La dette hôtelière est donc une aubaine pour un fonds d’investissement qui détiendrait le secret non seulement d’enrichir ses membres, mais aussi de transformer à moyen terme des hôtels déficitaires en entreprises rentables. Ce secret, selon nos sources, semble être, outre ce qu’on pourrait appeler une spéculation sur la dette, l’affiliation de tous les hôtels rachetés à des chaînes internationales et la création par Siyaha Capital de sa propre société de gestion hôtelière, qui compterait à cette fin des cadres virtuoses. De tels cadres sont malheureusement inconnus du commun des professionnels… Il est permis de douter de leur virtuosité.
Vautours et pigeons
Mais là où Swicorp fait preuve d’originalité, disons même de génie, c’est dans la composition de son tour de table pour créer son fonds Siyaha.
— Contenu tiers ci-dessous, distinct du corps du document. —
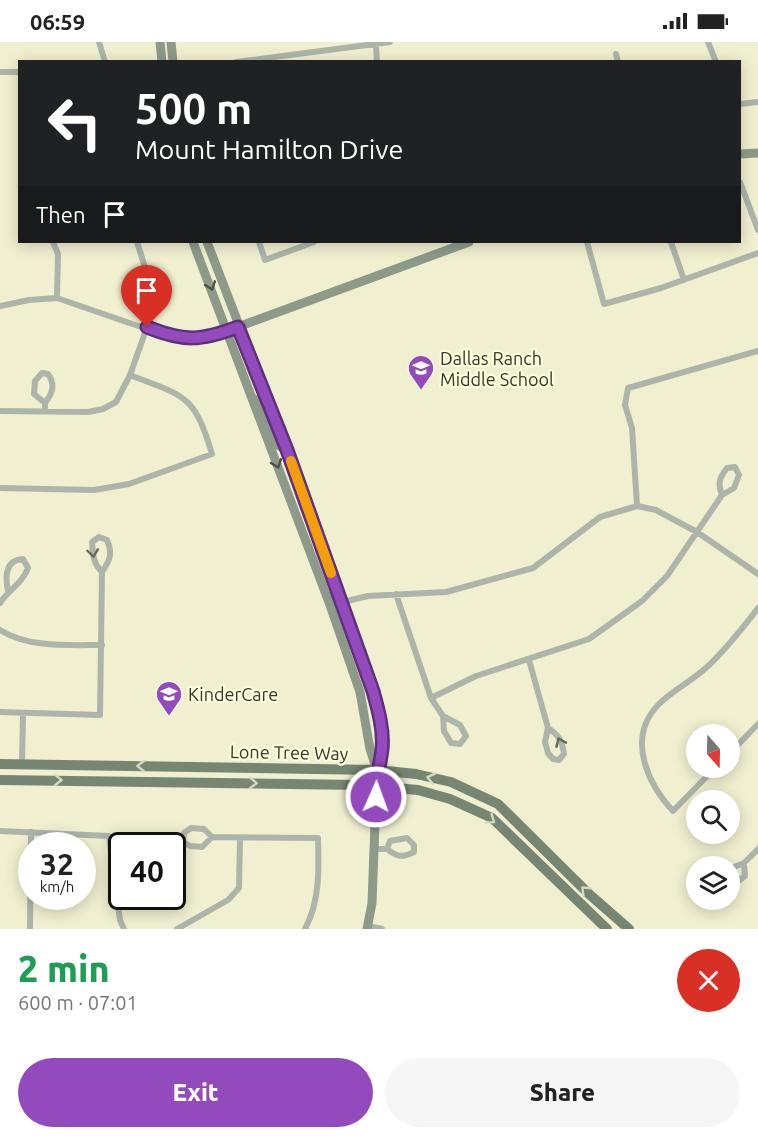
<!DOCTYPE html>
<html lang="en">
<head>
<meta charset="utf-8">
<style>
  :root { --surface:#fff; --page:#f6f6f6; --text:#222; --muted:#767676; --accent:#934abc }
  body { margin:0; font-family:Ubuntu,sans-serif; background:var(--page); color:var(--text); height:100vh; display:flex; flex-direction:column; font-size:22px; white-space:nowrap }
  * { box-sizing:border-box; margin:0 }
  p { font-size:20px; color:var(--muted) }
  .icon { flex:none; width:33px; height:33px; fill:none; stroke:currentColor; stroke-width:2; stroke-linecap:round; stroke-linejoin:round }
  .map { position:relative; height:887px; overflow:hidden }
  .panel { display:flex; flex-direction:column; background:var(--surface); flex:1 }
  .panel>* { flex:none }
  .guide { position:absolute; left:18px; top:18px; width:723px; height:183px; border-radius:0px; box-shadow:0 3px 15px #0003; background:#202124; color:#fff; overflow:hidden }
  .needle { width:39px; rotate:160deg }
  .controls { position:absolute; left:686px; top:682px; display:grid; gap:12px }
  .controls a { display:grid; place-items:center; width:54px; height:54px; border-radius:50%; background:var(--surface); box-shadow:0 3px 15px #0003; font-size:30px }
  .speed { position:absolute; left:18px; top:790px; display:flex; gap:12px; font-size:30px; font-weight:700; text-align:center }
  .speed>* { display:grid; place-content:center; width:78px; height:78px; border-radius:50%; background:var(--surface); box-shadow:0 3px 15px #0003; line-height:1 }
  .speed small { font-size:15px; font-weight:400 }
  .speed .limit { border:3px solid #111; border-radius:9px; background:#fff; color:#111 }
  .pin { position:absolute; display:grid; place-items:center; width:51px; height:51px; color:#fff; margin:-62px -26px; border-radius:50% 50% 50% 0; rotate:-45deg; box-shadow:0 0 6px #0007 }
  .pin .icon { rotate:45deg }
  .me { position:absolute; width:66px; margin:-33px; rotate:2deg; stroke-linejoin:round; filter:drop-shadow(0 0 4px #0008) }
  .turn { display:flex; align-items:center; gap:21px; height:126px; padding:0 18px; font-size:27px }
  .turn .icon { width:78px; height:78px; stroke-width:2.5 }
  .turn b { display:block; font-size:42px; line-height:51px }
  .then { display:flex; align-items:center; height:57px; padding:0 18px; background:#0003; gap:12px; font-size:22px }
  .round { display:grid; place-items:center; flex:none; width:63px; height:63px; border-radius:32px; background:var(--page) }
  .summary { display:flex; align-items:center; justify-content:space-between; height:102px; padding:0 18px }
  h1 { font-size:36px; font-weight:800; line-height:45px; color:#1e9e55 }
  .action { display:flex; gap:12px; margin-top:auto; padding:12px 18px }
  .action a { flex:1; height:69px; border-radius:36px; background:var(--accent); color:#fff; font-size:24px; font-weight:800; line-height:69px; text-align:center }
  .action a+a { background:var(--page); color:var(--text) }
  .status { display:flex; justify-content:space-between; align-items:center; height:42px; padding:0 30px; background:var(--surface); direction:ltr }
  .status svg { height:16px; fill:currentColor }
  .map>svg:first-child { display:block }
</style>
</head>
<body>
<div class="status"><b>06:59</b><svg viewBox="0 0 49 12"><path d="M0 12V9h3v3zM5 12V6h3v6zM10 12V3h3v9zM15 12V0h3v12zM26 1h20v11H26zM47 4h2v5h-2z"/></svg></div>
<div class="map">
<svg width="758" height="887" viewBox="0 0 758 887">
  <rect width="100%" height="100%" fill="#f0efd0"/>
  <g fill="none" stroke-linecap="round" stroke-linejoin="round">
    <!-- street -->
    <path stroke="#adb5aa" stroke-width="6" d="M99,0L105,20
      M708,0L716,20
      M376,3L377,20
      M616,12L618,20
      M236,20L390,0
      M0,30H20
      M740,62L758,60
      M740,140L758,188
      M53,200L58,212L57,256
      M259,200L265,218L314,200
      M587,200L604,262L661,246L758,211
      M671,200L684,238
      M0,264L29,258L57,256L173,296L197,297L228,289
      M45,361L34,352L35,339L42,331L48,332C56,343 52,352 45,361V368
      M0,369L88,370L103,367L116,360L130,333L156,260L137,200
      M0,446L94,448L129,442L212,412C194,352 186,355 130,333
      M637,464L632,386L625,363L628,346L758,309
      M396,552L431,656L443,674L444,689L451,701L460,702L466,694L460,683L443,674
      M0,561C9,547 22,542 28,526L23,517C5,518 5,535 8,549
      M330,563L368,554L446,550L533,526L600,475L637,464L656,468L697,490L758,532
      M0,588C28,606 69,603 102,603
      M529,618L548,686L545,700L548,711L553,717L559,718L564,712C562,699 559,693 548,686
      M431,656L476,634L589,597L642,559L667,534L722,453L734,446L739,433L735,425L727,426C720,435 717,441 722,453
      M0,670L100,673L102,530C110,518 113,512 107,498L99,495L92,500C93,513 93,521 102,530
      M729,712L758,682
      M22,722L23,672
      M715,726L673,769C647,741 626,695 659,662C673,648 692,639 707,625C726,607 742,587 758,566
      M0,789L109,794L120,878L124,887
      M212,795L204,787L191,786L184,791L183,800L190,804L202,805L212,795L318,796C319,827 320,859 305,887
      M373,807H387C397,815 402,816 414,810V803L407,796L390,799L387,807
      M729,827L744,821L758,807
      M729,846L745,834L744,821
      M368,884L382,887
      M30,887L31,790
      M177,887L228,858L239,846L240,796"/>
    <!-- secondary -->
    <path stroke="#8d9a89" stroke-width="9" d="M160,0L162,20
      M171,0L173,20
      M740,112L758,111
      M193,200L330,563L360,650L370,707L377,728
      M207,200L287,408L373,649L380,677L382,706L377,728L372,861L367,887
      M235,286L469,200
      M254,357L264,367L278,403L287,408"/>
    <!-- primary -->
    <path stroke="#778672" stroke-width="10" d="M0,722L377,728L416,732L451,740L498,762L589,852L629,887
      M0,738L361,743L418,748L450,757L492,776L607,887"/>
  </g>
  <!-- one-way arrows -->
  <defs><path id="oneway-chevron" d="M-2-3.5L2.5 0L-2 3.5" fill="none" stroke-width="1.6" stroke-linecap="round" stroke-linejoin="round" transform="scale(1.5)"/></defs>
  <g stroke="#4c5042">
    <use href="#oneway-chevron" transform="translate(211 244) rotate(69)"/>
    <use href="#oneway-chevron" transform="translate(277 422) rotate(69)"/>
  </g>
  <g stroke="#66695e">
    <use href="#oneway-chevron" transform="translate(93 511) rotate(82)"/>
    <use href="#oneway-chevron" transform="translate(560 700) rotate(-114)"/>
  </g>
  <g stroke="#d5d9bd">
    <use href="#oneway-chevron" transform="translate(141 724) rotate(-179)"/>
    <use href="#oneway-chevron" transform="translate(431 736) rotate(-167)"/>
    <use href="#oneway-chevron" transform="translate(58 738) rotate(1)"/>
    <use href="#oneway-chevron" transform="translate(253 741) rotate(1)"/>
    <use href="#oneway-chevron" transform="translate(491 778) rotate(35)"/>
    <use href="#oneway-chevron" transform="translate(585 848) rotate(-136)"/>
  </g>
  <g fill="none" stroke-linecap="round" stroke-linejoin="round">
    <!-- route casing -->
    <g stroke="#60307a" stroke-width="15">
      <path id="route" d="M147,285C184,300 201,299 238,285L287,408L373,649C378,667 384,688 382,707C380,723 376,738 376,755"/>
    </g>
    <!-- route -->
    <use href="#route" stroke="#934abc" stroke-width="10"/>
    <!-- slow -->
    <path stroke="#f59e0b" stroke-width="10" d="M291,419L331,531"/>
  </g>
  <!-- icons -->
  <defs>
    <g id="school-pin" transform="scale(1.35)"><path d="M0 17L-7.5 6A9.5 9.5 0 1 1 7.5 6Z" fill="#934abc" stroke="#fdfddd"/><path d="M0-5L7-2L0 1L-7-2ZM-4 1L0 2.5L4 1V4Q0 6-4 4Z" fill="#fff"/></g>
  </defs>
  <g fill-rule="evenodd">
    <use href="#school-pin" x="421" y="326"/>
    <use href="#school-pin" x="169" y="652"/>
  </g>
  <g text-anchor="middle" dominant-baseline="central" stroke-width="4.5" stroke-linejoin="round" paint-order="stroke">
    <!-- poi labels -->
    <g font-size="18" fill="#37372b" stroke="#fdfddd" text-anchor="start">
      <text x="440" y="316">Dallas Ranch<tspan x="440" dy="21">Middle School</tspan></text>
      <text x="188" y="652">KinderCare</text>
    </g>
    <!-- street labels -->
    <g font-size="18" fill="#37372b" stroke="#fdfddd">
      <text transform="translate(289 710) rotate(1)">Lone Tree Way</text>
    </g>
  </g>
</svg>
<div class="controls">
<a><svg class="needle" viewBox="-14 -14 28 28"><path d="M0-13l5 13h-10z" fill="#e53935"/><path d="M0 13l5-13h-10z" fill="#767676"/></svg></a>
<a><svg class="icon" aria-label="search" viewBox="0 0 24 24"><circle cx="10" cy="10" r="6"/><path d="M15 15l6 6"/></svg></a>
<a><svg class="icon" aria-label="layers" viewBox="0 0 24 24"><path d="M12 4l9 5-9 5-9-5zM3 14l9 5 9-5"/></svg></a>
</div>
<div class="speed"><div>32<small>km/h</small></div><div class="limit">40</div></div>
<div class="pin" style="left:147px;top:285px;background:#d93025"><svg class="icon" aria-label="arrive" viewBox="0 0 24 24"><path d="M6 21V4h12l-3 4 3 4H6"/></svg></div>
<svg class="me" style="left:376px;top:755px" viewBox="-20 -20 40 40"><circle r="17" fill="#934abc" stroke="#fff" stroke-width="3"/><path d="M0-11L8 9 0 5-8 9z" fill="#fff"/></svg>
<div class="guide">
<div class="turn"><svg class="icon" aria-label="left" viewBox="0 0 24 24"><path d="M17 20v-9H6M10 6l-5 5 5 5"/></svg><div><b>500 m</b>Mount Hamilton Drive</div></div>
<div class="then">Then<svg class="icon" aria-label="arrive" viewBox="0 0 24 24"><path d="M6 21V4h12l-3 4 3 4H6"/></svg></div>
</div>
</div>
<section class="panel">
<div class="summary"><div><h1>2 min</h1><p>600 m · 07:01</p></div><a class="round" style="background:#d93025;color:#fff"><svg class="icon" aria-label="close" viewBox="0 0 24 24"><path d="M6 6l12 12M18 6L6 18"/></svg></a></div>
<div class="action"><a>Exit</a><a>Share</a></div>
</section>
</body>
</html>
C’est Safia Hachicha, directrice générale de Siyaha Capital, qui livre le profil des investisseurs dans un entretien accordé à Jeune Afrique en mai 2013. Le journal affirme ainsi que « la nouvelle Caisse des dépôts et consignations tunisienne a d’ores et déjà annoncé sa contribution. Pour compléter son tour de table, Safia Hachicha sollicitera des bailleurs de fonds comme la Banque mondiale ou la Banque européenne pour la reconstruction et le développement (Berd) ».
En fait, la Caisse des Consignations (CDC), établissement public créé en 2011 par Jalloul Ayed du temps où il était ministre des Finances, jouerait le rôle de “sponsor” de référence selon le jargon des financiers, avec une participation qui s’élèverait à 30% du fonds Siyaha. Swicorp serait alors le “GP” (General Partner), soit le patron de l’opération avec une participation de pas plus de 10%.
Ainsi, un établissement financier public censé encourager l’investissement et l’emploi s’adonne à la spéculation financière dans le cadre d’une opération d’« assainissement » des banques publiques recommandée et pilotée par la Banque Mondiale, qui se retrouverait elle-même parmi les bénéficiaires dudit assainissement en tant qu’« investisseur » dans le fonds Siyaha. C’est le serpent qui se mord la queue.
Pour compléter le tableau, rappelons que Safia Hachicha, actuelle directrice générale de Siyaha Capital, avait quitté son poste chez Swicorp après la révolution pour rejoindre le cabinet du ministre des Finances Jalloul Ayed : « avec la bénédiction de Swicorp pour qui je travaillais depuis 2005 », affirmait-elle à Jeune Afrique. Une mission à laquelle elle a mis fin au bout de quelques mois pour retourner à la direction de Swicorp, mais qu’elle a eu le temps de mettre à profit pour « assouplir » les textes encadrant le capital-investissement, nous informe le même journal. On n’est jamais aussi bien servi que par soi-même.
Nous avons sollicité Safia Hachicha pendant deux semaines et à trois reprises pour une entrevue, en vain. On ne saura pas si Siyaha Capital est ou non un fonds vautour. Mais on sait déjà qui sont les pigeons.
LM
* La dette d’une entreprise se subdivise en trois catégories : dette à court terme, dette “senior” (de 2 à 10 ans) et enfin dette “mezzanine” dont le remboursement est subordonné à celui de la dette senior. Elle est ainsi mieux rémunérée car supposée plus risquée que la dette senior.